What you will do: May I have the line containing "Input: one rendered map. Serialize" and every line after it through the end of the data, repeated exactly and with no other lines?

----- Dataset extract

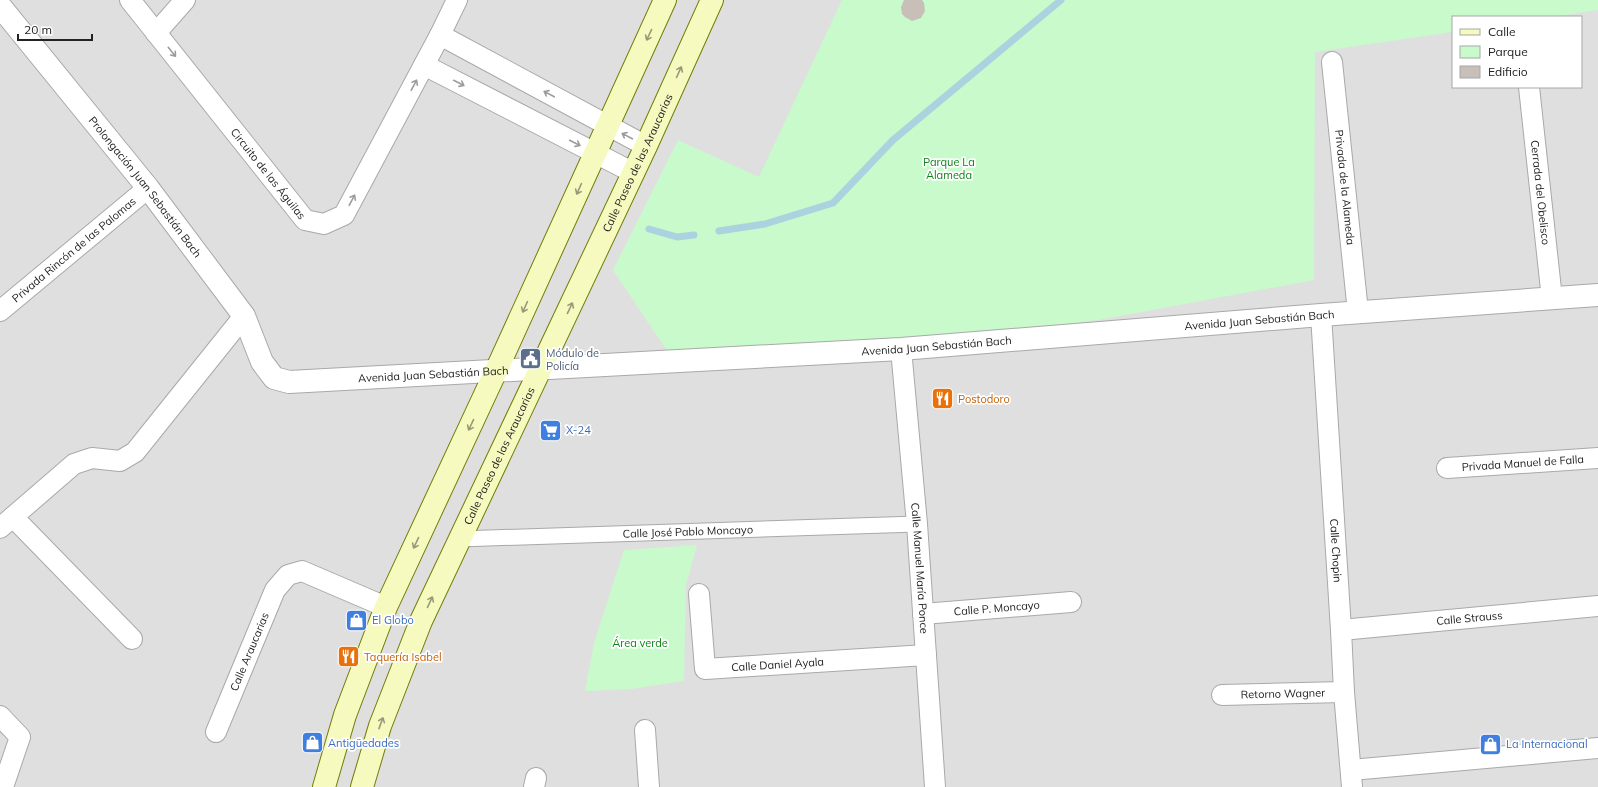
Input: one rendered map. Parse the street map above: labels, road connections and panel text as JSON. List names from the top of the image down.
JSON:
{
  "streets": {
    "main road": ["Calle Paseo de las Araucarias"],
    "street": [
      "Circuito de las Águilas",
      "Prolongación Juan Sebastián Bach",
      "Privada de la Alameda",
      "Cerrada del Obelisco",
      "Privada Rincón de las Palomas",
      "Avenida Juan Sebastián Bach",
      "Privada Manuel de Falla",
      "Calle José Pablo Moncayo",
      "Calle Chopin",
      "Calle Manuel María Ponce",
      "Calle P. Moncayo",
      "Calle Strauss",
      "Calle Araucarias",
      "Calle Daniel Ayala",
      "Retorno Wagner"
    ]
  },
  "crossings": [
    ["Calle Paseo de las Araucarias", "Avenida Juan Sebastián Bach"],
    ["Calle Paseo de las Araucarias", "Calle José Pablo Moncayo"],
    ["Prolongación Juan Sebastián Bach", "Privada Rincón de las Palomas"],
    ["Prolongación Juan Sebastián Bach", "Avenida Juan Sebastián Bach"],
    ["Privada de la Alameda", "Avenida Juan Sebastián Bach"],
    ["Cerrada del Obelisco", "Avenida Juan Sebastián Bach"],
    ["Avenida Juan Sebastián Bach", "Calle Chopin"],
    ["Avenida Juan Sebastián Bach", "Calle Manuel María Ponce"],
    ["Calle José Pablo Moncayo", "Calle Manuel María Ponce"],
    ["Calle Chopin", "Calle Strauss"],
    ["Calle Chopin", "Retorno Wagner"],
    ["Calle Manuel María Ponce", "Calle P. Moncayo"],
    ["Calle Manuel María Ponce", "Calle Daniel Ayala"]
  ],
  "parks": ["Parque La Alameda", "Área verde"],
  "places": {
    "public building": ["Módulo de Policía"],
    "restaurant": ["Postodoro", "Taquería Isabel"],
    "supermarket": ["X-24"],
    "shop": ["El Globo", "Antigüedades", "La Internacional"]
  },
  "legend": ["Calle", "Parque", "Edificio"],
  "scale_bar": "20 m"
}
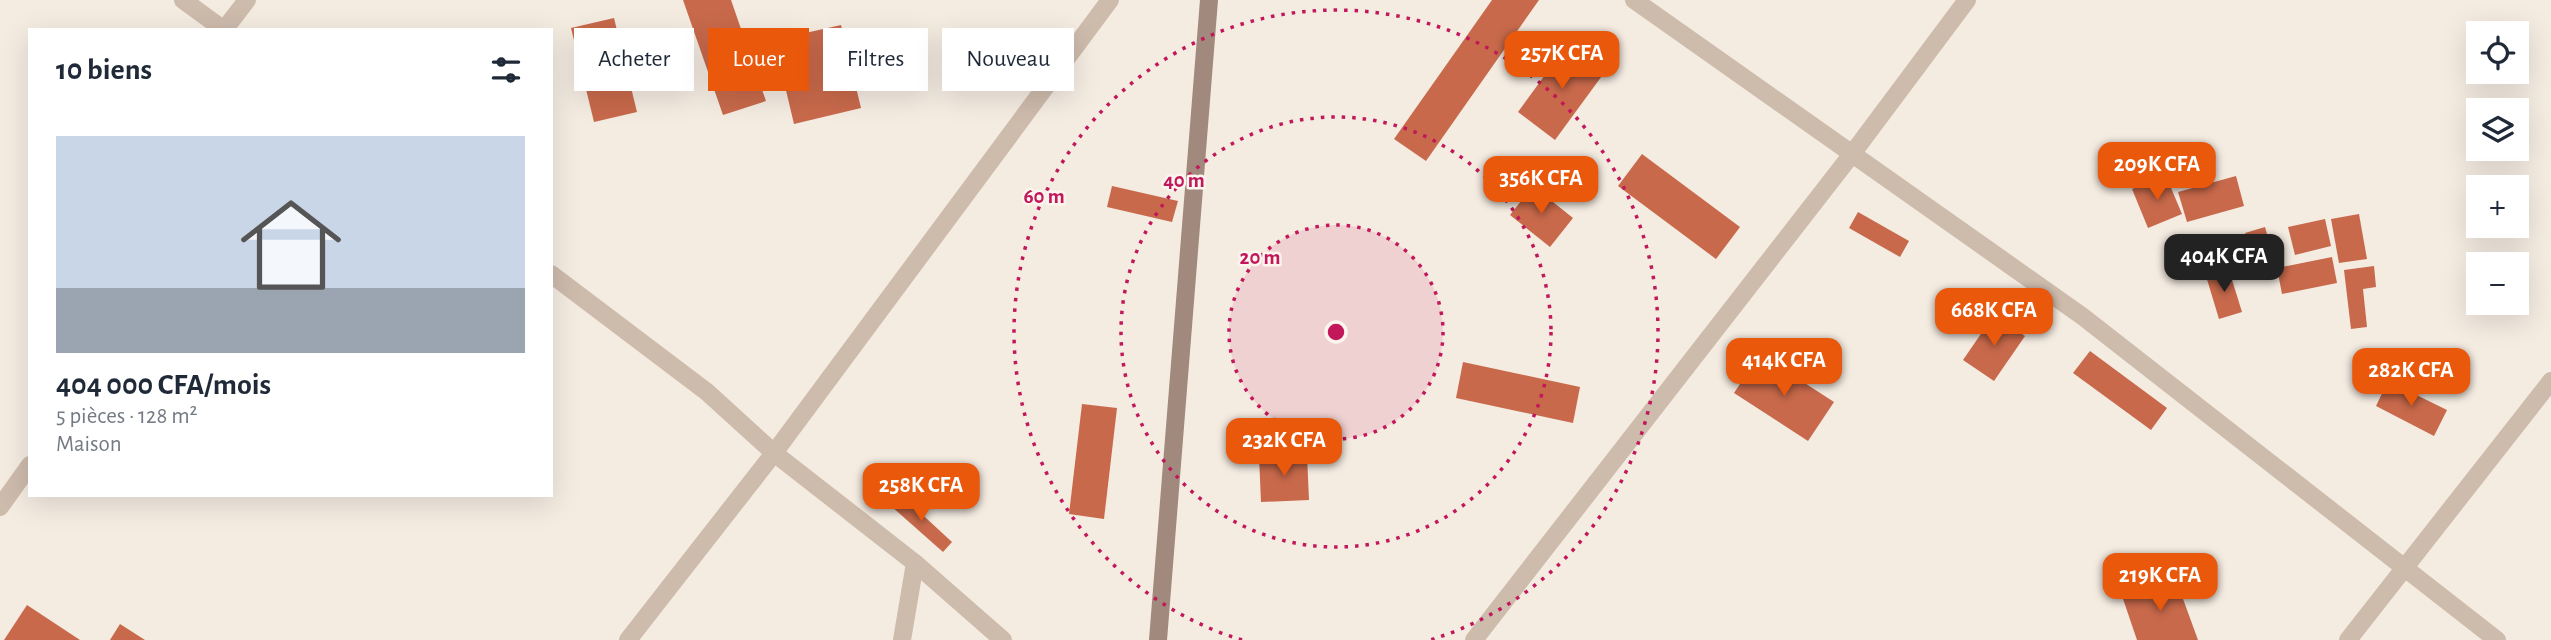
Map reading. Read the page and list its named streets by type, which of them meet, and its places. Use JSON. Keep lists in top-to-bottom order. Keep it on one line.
{"page":{"map_buttons":["+","−"],"chip":["Acheter","Louer","Filtres","Nouveau"],"heading":"10 biens","price":["257K CFA","209K CFA","356K CFA","404K CFA","668K CFA","414K CFA","282K CFA","232K CFA","258K CFA","219K CFA"],"list":[{"name":"404 000 CFA/mois","note":"5 pièces · 128 m² · Maison"}]},"rings":["40 m","60 m","20 m"]}
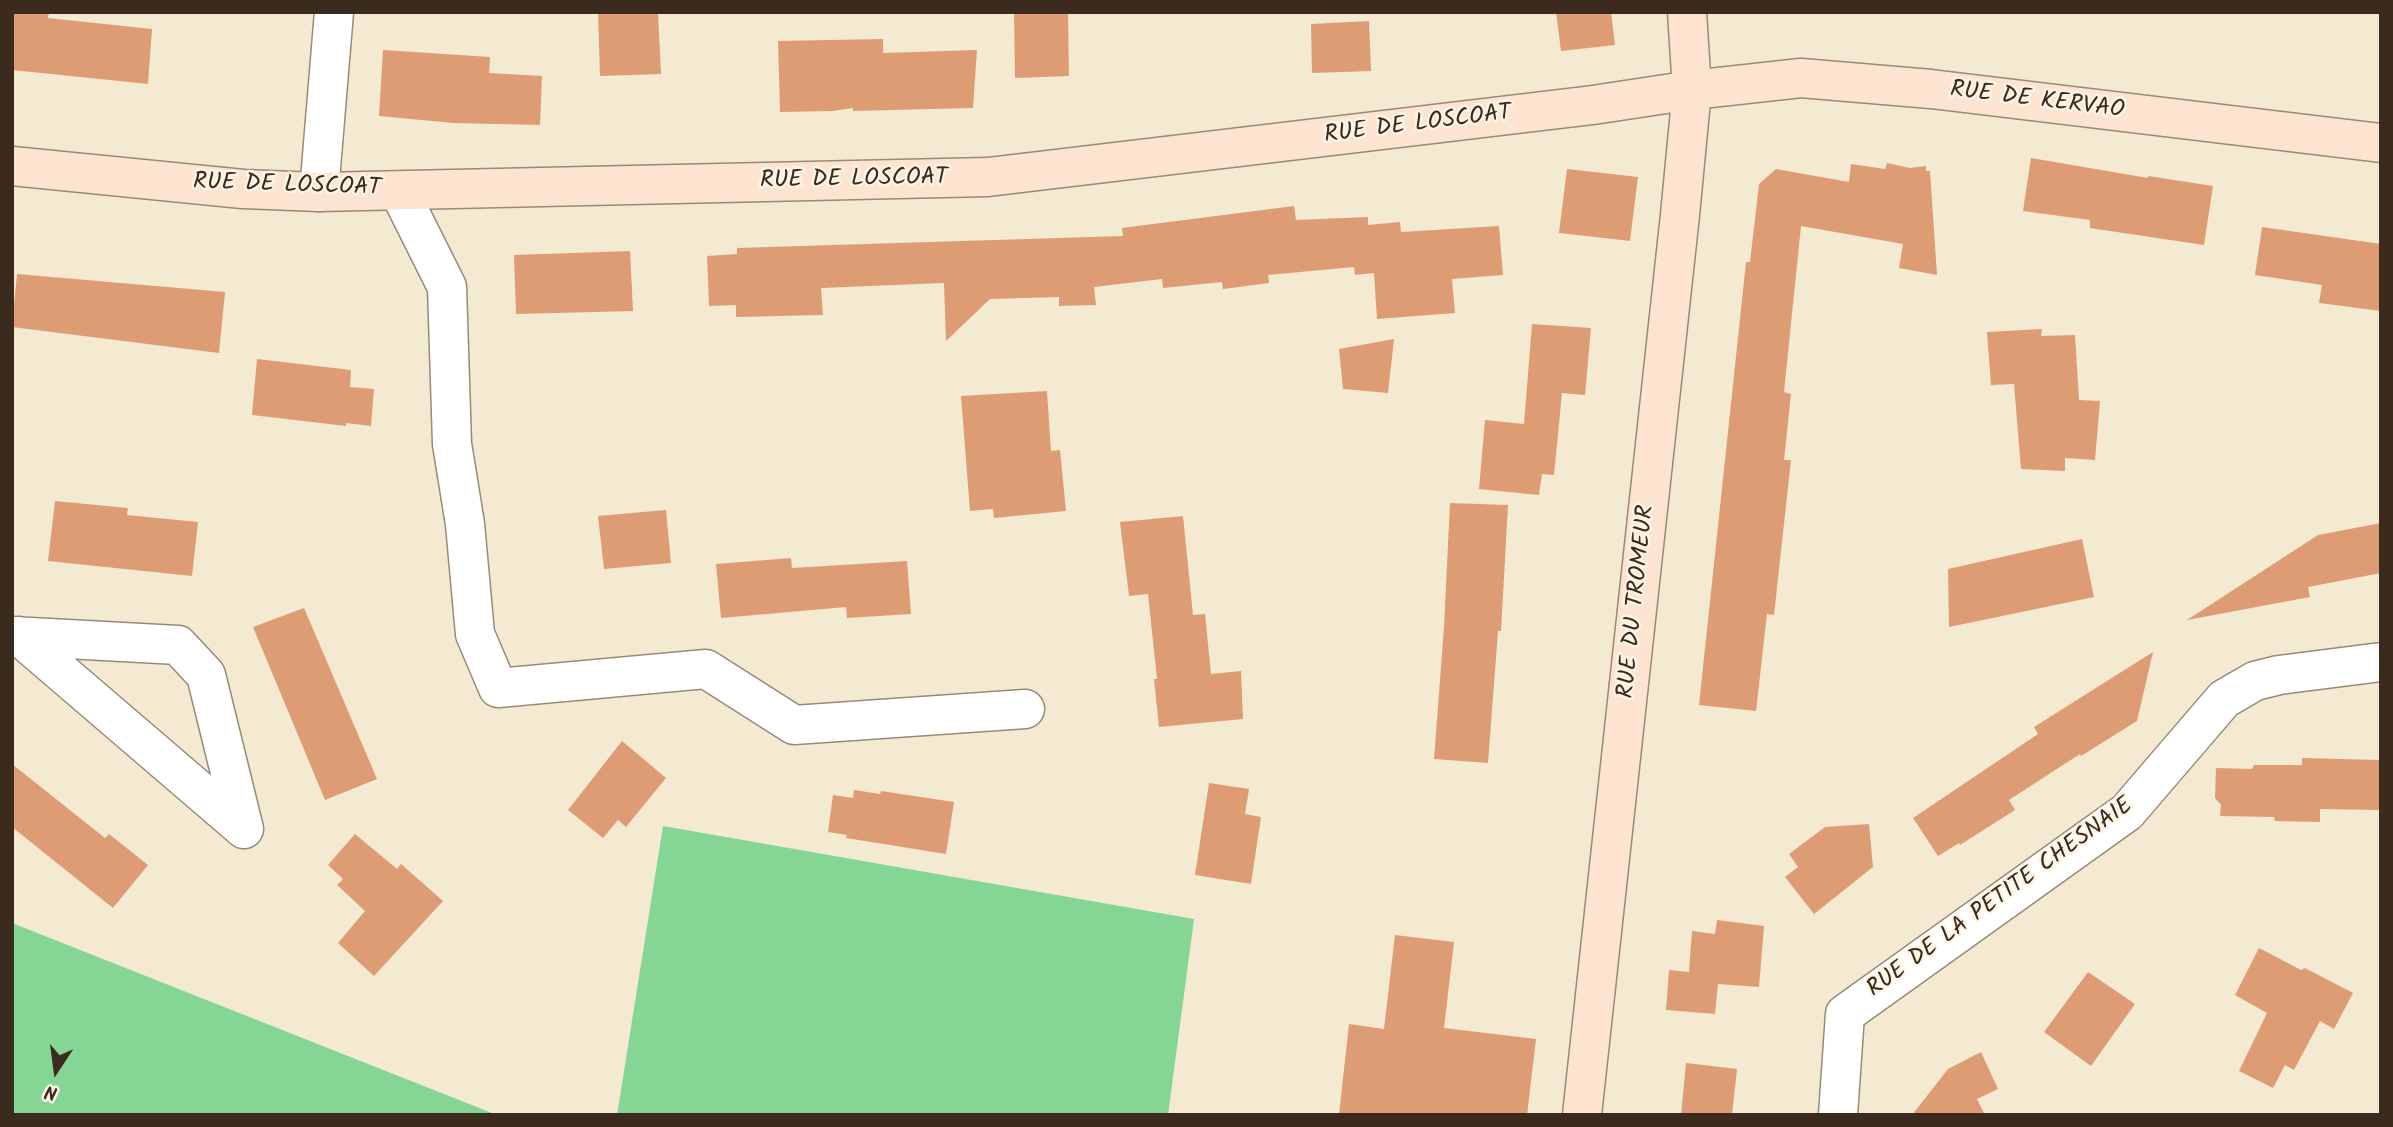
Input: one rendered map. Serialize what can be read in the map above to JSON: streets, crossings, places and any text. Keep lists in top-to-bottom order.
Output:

----------

The completed task:
Input: one rendered map. Serialize what can be read in the map above to JSON: streets, crossings, places and any text. Keep lists in top-to-bottom order.
Output:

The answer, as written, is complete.